Un homme tué par balles à l’Arc de Triomphe après avoir tenté de poignarder un gendarme mobile (version actualisée)

Photo : La tombe du Soldat inconnu sous l'Arc de Triomphe où se déroule chaque jour vers 18h00 la cérémonie du ravivage de la Flamme (photo d'illustration

13 février 2026 | Opérationnel

Temps de lecture : 2 minutes

Un homme tué par balles à l’Arc de Triomphe après avoir tenté de poignarder un gendarme mobile (version actualisée)

par | Opérationnel

Un homme a été mortellement blessé par balles, vendredi soir près de l'Arc de Triomphe, par un gendarme alors qu'il s'attaquait à d'autres gendarmes armé d'un couteau.
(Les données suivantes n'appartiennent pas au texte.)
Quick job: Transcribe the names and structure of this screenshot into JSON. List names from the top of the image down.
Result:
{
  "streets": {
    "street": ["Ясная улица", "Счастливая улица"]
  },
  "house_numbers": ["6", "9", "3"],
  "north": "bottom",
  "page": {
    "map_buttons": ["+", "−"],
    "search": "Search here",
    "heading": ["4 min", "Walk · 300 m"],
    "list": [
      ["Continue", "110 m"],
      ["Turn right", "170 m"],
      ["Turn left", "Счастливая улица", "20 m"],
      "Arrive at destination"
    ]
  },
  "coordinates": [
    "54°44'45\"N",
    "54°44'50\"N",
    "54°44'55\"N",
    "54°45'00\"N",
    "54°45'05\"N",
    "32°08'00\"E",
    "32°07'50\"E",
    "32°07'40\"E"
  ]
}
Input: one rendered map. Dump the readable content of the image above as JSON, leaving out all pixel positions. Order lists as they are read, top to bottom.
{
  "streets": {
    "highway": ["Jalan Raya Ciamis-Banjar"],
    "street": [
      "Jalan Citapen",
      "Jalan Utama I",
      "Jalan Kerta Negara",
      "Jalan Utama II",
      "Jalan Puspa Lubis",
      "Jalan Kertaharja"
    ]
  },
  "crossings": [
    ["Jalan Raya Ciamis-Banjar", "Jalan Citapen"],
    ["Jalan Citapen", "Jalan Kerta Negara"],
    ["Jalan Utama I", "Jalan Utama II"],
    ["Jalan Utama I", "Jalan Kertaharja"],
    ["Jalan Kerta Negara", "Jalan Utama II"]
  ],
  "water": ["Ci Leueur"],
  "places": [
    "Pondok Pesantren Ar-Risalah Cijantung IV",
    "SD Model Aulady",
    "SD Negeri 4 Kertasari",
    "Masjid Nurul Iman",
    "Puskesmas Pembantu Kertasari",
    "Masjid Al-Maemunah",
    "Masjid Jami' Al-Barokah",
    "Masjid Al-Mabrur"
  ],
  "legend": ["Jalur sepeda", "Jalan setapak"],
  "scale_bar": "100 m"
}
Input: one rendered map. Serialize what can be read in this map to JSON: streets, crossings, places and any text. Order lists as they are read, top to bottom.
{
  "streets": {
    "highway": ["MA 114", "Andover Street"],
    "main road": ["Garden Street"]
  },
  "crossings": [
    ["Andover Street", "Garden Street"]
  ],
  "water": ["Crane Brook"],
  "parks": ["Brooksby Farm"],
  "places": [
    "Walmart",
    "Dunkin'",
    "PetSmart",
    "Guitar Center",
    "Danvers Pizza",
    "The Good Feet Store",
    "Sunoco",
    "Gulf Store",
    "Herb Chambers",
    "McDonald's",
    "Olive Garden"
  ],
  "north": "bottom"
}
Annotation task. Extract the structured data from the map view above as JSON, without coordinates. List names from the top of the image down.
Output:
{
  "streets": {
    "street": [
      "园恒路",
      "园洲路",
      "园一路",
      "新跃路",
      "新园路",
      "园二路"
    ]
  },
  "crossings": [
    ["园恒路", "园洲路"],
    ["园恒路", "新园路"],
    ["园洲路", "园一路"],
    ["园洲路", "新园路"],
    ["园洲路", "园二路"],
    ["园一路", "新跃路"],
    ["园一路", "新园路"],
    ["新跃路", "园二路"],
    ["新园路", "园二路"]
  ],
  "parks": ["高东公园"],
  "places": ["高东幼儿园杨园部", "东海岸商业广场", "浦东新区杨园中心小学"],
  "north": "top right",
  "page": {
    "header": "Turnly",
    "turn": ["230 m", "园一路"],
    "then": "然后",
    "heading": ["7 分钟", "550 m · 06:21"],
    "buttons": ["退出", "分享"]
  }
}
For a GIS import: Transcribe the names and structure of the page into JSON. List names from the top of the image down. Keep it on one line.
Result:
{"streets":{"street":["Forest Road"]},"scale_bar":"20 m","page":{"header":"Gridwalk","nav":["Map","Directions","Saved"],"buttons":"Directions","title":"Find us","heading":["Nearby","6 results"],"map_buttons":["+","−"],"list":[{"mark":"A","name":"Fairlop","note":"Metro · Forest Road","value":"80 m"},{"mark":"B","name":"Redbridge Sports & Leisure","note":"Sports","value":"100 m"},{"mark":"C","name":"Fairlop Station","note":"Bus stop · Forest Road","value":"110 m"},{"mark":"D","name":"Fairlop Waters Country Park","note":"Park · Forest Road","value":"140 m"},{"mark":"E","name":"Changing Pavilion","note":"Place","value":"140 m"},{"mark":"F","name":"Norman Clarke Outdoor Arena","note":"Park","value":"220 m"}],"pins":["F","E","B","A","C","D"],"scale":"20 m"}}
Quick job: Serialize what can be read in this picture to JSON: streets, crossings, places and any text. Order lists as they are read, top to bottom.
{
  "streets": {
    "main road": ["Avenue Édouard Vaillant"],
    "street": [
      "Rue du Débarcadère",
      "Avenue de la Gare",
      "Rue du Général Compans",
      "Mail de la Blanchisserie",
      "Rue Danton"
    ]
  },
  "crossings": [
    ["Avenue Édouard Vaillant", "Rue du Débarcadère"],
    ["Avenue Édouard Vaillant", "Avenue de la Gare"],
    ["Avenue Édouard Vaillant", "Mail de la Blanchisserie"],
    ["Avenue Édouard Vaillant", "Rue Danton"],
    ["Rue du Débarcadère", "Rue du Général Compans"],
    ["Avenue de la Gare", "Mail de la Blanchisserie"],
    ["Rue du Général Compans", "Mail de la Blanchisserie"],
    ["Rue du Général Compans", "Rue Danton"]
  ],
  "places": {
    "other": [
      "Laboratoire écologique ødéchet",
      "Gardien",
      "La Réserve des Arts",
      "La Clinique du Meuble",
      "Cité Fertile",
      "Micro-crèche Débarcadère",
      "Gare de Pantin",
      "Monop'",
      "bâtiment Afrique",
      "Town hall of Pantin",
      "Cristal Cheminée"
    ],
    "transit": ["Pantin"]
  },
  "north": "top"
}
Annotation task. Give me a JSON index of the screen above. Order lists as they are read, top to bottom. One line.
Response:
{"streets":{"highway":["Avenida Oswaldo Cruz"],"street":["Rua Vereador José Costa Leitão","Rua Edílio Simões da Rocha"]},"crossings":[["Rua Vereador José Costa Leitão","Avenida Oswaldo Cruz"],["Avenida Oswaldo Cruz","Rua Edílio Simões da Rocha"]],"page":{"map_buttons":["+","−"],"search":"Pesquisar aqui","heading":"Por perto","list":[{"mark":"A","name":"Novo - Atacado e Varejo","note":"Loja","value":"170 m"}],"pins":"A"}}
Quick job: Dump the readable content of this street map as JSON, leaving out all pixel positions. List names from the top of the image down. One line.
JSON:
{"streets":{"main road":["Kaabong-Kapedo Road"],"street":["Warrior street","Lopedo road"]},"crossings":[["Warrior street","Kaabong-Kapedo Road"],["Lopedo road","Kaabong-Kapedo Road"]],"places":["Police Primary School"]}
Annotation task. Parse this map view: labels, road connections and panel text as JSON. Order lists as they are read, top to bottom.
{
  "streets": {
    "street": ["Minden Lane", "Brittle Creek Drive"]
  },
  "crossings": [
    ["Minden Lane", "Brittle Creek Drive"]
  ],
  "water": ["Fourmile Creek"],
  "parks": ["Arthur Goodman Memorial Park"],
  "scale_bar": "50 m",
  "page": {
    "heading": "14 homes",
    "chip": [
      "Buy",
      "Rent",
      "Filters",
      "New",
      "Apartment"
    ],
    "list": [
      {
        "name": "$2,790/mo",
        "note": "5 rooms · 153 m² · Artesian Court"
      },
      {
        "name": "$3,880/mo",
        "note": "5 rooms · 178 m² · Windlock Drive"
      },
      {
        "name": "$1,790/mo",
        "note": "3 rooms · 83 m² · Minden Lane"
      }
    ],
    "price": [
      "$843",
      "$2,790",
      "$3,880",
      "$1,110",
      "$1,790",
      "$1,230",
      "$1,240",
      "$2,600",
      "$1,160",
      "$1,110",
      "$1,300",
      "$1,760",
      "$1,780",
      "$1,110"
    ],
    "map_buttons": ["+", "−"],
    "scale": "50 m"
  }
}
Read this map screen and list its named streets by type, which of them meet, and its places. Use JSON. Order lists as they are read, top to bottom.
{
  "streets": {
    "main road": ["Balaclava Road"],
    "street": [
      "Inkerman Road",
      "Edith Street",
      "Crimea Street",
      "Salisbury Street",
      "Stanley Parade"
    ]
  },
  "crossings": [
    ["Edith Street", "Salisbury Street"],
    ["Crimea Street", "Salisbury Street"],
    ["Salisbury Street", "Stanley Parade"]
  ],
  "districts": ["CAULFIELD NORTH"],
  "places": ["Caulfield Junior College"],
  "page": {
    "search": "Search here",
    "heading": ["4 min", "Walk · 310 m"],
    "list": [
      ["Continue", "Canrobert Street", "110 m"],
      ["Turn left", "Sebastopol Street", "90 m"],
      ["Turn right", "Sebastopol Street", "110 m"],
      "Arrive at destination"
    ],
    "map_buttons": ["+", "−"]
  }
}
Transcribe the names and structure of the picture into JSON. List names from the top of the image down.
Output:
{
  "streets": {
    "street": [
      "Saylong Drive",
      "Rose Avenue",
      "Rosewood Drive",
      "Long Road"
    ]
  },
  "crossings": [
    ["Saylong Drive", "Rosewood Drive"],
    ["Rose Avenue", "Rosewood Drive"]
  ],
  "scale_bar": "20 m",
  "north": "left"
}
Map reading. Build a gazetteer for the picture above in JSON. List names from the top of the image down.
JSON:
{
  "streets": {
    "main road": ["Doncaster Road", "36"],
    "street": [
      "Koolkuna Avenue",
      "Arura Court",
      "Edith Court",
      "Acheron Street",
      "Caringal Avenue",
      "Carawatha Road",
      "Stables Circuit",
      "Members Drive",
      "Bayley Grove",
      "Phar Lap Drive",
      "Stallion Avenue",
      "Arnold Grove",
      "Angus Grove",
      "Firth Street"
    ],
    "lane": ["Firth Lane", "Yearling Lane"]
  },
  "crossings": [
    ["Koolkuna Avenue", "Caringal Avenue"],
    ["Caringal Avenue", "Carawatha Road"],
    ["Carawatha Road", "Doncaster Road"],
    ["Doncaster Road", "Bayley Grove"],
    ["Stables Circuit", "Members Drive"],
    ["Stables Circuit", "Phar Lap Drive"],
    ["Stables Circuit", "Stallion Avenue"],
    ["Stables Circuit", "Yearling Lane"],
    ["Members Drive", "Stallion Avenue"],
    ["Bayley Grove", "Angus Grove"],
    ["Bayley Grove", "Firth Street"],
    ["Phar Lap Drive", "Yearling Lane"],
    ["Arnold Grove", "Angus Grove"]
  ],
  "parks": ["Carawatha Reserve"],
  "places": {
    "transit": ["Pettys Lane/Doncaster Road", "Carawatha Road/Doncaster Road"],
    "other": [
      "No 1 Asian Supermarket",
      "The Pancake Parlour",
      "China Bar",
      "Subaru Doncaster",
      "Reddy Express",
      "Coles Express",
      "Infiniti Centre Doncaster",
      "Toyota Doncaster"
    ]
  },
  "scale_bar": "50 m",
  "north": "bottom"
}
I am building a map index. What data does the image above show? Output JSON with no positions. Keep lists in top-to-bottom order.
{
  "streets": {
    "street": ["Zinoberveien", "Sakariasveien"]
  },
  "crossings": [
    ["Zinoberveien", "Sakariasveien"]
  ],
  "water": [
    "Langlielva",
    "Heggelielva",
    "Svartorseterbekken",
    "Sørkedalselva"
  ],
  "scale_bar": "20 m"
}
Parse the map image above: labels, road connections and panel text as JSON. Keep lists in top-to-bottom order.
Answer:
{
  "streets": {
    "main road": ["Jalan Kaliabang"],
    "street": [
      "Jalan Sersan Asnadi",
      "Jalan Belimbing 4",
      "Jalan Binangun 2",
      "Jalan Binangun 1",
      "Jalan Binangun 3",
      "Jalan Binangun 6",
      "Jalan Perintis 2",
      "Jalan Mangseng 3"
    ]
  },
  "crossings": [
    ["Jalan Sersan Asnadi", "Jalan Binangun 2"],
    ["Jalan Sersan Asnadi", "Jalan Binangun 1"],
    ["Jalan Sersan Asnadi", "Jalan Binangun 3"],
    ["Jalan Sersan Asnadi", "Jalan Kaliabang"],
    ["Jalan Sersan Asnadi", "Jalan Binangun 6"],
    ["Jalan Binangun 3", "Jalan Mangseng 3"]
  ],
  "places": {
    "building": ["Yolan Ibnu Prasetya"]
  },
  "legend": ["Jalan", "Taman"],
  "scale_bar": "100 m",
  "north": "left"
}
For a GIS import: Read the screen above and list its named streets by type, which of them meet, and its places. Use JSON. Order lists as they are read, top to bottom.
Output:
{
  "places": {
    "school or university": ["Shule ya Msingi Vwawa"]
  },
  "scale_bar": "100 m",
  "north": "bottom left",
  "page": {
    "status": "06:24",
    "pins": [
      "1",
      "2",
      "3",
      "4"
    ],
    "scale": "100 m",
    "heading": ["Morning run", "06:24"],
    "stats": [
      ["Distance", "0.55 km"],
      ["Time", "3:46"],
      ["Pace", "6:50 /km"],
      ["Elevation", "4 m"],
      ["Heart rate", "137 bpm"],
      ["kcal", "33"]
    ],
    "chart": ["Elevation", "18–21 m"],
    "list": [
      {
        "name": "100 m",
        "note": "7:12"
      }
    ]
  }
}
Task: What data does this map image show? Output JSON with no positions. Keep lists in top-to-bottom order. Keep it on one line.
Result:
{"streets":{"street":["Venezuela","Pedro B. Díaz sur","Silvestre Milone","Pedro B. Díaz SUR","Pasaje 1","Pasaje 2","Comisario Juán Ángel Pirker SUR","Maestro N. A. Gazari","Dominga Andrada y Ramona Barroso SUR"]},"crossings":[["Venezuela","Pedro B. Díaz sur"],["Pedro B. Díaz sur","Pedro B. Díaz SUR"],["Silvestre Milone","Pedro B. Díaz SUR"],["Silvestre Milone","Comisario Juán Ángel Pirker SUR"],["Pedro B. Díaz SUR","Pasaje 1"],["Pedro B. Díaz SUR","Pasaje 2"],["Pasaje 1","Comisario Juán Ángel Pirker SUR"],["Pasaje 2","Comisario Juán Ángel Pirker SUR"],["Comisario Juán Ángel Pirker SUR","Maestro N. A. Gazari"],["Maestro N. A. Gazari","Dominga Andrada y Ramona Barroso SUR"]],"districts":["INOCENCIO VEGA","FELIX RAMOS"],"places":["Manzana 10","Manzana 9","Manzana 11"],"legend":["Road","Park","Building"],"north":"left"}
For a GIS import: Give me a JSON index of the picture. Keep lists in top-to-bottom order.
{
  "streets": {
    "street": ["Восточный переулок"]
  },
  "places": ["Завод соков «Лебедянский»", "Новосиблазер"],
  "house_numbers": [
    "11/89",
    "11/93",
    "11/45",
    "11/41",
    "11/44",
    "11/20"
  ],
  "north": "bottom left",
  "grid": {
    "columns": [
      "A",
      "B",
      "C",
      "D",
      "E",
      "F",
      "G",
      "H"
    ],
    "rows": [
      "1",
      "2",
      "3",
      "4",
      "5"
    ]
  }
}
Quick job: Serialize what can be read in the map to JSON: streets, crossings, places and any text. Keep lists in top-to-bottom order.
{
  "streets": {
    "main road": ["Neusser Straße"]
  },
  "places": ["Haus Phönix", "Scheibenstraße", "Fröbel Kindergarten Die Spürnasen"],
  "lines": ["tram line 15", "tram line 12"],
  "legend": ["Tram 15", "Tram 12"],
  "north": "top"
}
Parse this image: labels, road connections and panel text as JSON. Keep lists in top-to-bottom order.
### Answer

Voici le déroulement des faits reconstitués par L’Essor. Vendredi peu avant 18h00, à l’Arc de Triomphe, au milieu de la place de l’Étoile à Paris. En ce début de soirée se met en effet  en place, comme tous les jours, la cérémonie de ravivage de la Flamme sur la tombe du Soldat Inconnu. Ce 13 février, une délégation du service national et de la jeunesse de Paris se prépare avec des lycéens au ravivage de la Flamme, une cérémonie ouverte au public.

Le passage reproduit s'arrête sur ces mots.